- Data supplied -
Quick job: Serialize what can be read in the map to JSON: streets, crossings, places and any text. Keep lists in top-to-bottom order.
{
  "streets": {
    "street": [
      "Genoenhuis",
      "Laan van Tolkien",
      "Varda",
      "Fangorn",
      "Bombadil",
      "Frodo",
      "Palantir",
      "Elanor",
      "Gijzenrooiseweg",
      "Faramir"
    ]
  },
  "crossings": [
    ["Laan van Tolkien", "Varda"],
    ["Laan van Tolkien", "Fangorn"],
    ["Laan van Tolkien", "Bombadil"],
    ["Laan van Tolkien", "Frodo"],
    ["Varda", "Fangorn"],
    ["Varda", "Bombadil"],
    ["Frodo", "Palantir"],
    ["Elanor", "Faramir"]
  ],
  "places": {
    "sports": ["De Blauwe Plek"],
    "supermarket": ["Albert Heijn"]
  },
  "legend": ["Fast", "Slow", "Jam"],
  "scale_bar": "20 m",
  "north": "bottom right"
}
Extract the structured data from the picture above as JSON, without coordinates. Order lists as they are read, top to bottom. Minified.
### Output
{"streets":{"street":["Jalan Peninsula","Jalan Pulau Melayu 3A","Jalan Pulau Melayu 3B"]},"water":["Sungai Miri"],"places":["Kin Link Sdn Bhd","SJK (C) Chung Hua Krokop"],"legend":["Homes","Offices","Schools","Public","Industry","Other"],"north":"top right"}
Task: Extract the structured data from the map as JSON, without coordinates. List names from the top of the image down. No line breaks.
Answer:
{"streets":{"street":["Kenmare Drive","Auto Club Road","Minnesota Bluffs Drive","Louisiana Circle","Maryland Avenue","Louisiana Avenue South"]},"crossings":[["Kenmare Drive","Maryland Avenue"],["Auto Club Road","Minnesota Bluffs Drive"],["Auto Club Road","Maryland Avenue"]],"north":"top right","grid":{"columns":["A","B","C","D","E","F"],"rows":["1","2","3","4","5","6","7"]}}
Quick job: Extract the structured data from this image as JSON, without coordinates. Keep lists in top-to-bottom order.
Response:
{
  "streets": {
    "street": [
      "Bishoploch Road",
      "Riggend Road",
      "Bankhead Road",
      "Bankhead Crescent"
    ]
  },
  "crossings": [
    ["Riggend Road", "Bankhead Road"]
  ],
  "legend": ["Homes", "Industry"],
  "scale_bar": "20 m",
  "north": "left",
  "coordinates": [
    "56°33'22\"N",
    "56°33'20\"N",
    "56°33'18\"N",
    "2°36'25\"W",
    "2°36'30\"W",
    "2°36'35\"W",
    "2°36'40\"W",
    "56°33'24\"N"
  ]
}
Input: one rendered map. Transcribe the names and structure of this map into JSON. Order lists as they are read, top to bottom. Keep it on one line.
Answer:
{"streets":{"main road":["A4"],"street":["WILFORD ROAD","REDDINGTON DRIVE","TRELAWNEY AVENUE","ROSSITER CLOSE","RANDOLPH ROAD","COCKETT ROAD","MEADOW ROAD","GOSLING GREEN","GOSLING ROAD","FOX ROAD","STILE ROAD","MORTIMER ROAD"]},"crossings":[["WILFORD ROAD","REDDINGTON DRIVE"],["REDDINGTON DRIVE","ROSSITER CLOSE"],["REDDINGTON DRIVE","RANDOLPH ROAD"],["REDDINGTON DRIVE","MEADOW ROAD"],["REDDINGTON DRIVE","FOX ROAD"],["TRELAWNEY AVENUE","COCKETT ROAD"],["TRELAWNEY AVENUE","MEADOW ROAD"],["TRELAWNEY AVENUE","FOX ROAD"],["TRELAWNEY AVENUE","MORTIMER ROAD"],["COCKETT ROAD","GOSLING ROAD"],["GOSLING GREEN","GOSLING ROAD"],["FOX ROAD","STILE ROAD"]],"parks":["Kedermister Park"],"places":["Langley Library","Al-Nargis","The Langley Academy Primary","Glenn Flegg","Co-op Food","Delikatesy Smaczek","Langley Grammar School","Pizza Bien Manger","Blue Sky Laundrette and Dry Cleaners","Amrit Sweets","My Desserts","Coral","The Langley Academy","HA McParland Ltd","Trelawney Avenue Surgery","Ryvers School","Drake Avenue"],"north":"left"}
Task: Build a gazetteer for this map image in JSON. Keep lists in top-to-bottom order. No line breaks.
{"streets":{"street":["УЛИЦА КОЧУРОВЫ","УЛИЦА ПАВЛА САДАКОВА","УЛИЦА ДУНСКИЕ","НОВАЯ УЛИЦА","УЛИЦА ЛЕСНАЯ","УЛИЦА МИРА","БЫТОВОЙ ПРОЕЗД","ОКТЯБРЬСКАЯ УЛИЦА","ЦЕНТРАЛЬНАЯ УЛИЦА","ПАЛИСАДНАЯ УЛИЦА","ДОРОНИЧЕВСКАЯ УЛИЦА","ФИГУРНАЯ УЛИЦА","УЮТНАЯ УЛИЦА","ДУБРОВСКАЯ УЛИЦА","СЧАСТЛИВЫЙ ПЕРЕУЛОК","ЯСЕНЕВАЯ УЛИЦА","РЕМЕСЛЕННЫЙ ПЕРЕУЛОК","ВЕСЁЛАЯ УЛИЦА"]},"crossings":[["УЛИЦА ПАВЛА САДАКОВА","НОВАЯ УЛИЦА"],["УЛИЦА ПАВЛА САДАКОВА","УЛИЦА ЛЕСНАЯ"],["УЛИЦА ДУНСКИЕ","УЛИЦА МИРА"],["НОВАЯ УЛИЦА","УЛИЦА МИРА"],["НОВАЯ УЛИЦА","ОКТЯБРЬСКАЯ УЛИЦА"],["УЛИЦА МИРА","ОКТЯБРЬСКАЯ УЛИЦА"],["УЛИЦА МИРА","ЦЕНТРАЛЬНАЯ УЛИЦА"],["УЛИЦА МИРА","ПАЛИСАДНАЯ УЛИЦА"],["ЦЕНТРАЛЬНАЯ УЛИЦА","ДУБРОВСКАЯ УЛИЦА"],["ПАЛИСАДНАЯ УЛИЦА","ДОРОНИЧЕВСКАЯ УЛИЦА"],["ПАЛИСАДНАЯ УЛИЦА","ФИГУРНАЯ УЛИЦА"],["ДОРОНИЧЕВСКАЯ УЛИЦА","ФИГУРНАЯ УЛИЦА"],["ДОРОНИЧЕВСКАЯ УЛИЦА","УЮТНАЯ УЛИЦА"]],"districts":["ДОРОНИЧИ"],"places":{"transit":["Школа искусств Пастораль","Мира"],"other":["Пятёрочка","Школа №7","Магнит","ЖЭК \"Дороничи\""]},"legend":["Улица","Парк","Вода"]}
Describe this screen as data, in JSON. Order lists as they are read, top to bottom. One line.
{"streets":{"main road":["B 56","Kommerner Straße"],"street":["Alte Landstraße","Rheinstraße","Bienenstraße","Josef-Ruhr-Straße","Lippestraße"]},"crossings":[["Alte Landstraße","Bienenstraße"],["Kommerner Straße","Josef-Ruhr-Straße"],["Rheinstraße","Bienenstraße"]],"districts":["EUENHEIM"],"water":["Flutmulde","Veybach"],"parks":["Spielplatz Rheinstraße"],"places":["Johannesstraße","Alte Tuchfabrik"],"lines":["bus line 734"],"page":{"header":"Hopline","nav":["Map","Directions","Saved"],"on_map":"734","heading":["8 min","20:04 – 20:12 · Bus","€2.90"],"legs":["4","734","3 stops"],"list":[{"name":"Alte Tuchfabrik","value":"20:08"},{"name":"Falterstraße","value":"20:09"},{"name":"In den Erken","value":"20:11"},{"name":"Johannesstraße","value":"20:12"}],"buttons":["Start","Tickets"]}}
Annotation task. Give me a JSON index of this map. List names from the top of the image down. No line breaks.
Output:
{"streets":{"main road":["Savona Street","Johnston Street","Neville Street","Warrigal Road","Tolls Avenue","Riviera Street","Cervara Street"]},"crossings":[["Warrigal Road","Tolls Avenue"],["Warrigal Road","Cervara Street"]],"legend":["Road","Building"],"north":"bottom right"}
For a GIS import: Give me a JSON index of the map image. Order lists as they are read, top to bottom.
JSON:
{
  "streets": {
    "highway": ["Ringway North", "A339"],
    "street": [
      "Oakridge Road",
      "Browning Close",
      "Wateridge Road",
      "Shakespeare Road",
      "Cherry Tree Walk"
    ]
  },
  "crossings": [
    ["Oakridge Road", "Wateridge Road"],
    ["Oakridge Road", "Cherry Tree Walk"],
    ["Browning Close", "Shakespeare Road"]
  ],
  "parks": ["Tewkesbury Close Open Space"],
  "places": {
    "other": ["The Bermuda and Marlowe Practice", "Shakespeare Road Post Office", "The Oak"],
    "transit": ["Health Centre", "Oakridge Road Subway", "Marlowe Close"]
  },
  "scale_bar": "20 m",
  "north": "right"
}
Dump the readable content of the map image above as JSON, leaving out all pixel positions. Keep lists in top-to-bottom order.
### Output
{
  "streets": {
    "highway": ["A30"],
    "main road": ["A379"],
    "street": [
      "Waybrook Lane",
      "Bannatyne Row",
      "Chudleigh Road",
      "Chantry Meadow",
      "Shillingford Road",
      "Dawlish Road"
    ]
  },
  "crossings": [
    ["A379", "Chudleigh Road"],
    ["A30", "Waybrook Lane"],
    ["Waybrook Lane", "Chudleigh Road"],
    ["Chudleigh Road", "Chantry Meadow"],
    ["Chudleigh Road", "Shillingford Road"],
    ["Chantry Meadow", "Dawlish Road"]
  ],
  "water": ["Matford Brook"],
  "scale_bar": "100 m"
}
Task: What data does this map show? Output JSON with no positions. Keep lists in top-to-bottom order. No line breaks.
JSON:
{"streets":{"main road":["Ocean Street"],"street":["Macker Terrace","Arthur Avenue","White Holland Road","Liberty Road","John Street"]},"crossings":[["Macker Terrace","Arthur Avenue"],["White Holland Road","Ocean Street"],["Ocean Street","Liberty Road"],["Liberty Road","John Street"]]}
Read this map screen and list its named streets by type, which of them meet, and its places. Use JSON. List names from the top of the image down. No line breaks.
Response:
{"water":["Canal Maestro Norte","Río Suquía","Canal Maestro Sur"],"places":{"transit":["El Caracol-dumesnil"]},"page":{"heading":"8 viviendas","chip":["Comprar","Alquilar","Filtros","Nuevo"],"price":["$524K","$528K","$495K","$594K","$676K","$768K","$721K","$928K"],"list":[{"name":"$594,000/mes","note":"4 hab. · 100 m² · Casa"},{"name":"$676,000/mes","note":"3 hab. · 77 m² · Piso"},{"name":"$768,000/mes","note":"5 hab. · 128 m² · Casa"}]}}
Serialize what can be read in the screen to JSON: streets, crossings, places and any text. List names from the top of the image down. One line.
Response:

- How to complete this task -
Could you please give the number of lines in the data above that contain the word "Extract"? Only the number is needed.

- Answer to this exercise -
3